TASK STATEMENT: Line by line, copy all of the data exactly.

RECORDS SUPPLIED Block Start

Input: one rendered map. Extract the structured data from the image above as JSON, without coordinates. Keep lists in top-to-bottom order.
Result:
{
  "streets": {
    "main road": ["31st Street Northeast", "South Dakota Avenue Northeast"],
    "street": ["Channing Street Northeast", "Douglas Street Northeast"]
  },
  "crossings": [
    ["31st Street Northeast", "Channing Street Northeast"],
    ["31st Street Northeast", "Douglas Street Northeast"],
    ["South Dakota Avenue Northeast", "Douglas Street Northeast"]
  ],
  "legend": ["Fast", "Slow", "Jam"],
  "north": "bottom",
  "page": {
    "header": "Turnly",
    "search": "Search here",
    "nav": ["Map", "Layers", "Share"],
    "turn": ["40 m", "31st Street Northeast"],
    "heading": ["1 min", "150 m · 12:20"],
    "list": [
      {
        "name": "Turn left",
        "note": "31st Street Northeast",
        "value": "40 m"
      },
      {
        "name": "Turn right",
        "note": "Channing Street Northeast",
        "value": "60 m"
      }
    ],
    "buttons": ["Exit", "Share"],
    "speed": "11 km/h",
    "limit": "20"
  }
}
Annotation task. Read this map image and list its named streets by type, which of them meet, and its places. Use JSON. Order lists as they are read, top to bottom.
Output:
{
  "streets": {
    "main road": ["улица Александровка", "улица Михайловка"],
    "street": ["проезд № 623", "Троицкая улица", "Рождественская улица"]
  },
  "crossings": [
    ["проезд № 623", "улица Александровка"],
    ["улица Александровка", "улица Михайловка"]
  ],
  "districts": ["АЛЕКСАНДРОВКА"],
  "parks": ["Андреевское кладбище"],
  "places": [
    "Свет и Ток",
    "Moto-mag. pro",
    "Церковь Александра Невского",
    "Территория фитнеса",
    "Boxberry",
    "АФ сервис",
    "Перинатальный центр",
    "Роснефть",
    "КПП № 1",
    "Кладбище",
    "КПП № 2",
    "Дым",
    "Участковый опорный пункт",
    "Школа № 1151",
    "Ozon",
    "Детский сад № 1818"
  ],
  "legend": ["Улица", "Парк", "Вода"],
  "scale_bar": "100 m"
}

RECORDS SUPPLIED Block End

SOLUTION BELOW:
Input: one rendered map. Extract the structured data from the image above as JSON, without coordinates. Keep lists in top-to-bottom order.
Result:
{
  "streets": {
    "main road": ["31st Street Northeast", "South Dakota Avenue Northeast"],
    "street": ["Channing Street Northeast", "Douglas Street Northeast"]
  },
  "crossings": [
    ["31st Street Northeast", "Channing Street Northeast"],
    ["31st Street Northeast", "Douglas Street Northeast"],
    ["South Dakota Avenue Northeast", "Douglas Street Northeast"]
  ],
  "legend": ["Fast", "Slow", "Jam"],
  "north": "bottom",
  "page": {
    "header": "Turnly",
    "search": "Search here",
    "nav": ["Map", "Layers", "Share"],
    "turn": ["40 m", "31st Street Northeast"],
    "heading": ["1 min", "150 m · 12:20"],
    "list": [
      {
        "name": "Turn left",
        "note": "31st Street Northeast",
        "value": "40 m"
      },
      {
        "name": "Turn right",
        "note": "Channing Street Northeast",
        "value": "60 m"
      }
    ],
    "buttons": ["Exit", "Share"],
    "speed": "11 km/h",
    "limit": "20"
  }
}
Annotation task. Read this map image and list its named streets by type, which of them meet, and its places. Use JSON. Order lists as they are read, top to bottom.
Output:
{
  "streets": {
    "main road": ["улица Александровка", "улица Михайловка"],
    "street": ["проезд № 623", "Троицкая улица", "Рождественская улица"]
  },
  "crossings": [
    ["проезд № 623", "улица Александровка"],
    ["улица Александровка", "улица Михайловка"]
  ],
  "districts": ["АЛЕКСАНДРОВКА"],
  "parks": ["Андреевское кладбище"],
  "places": [
    "Свет и Ток",
    "Moto-mag. pro",
    "Церковь Александра Невского",
    "Территория фитнеса",
    "Boxberry",
    "АФ сервис",
    "Перинатальный центр",
    "Роснефть",
    "КПП № 1",
    "Кладбище",
    "КПП № 2",
    "Дым",
    "Участковый опорный пункт",
    "Школа № 1151",
    "Ozon",
    "Детский сад № 1818"
  ],
  "legend": ["Улица", "Парк", "Вода"],
  "scale_bar": "100 m"
}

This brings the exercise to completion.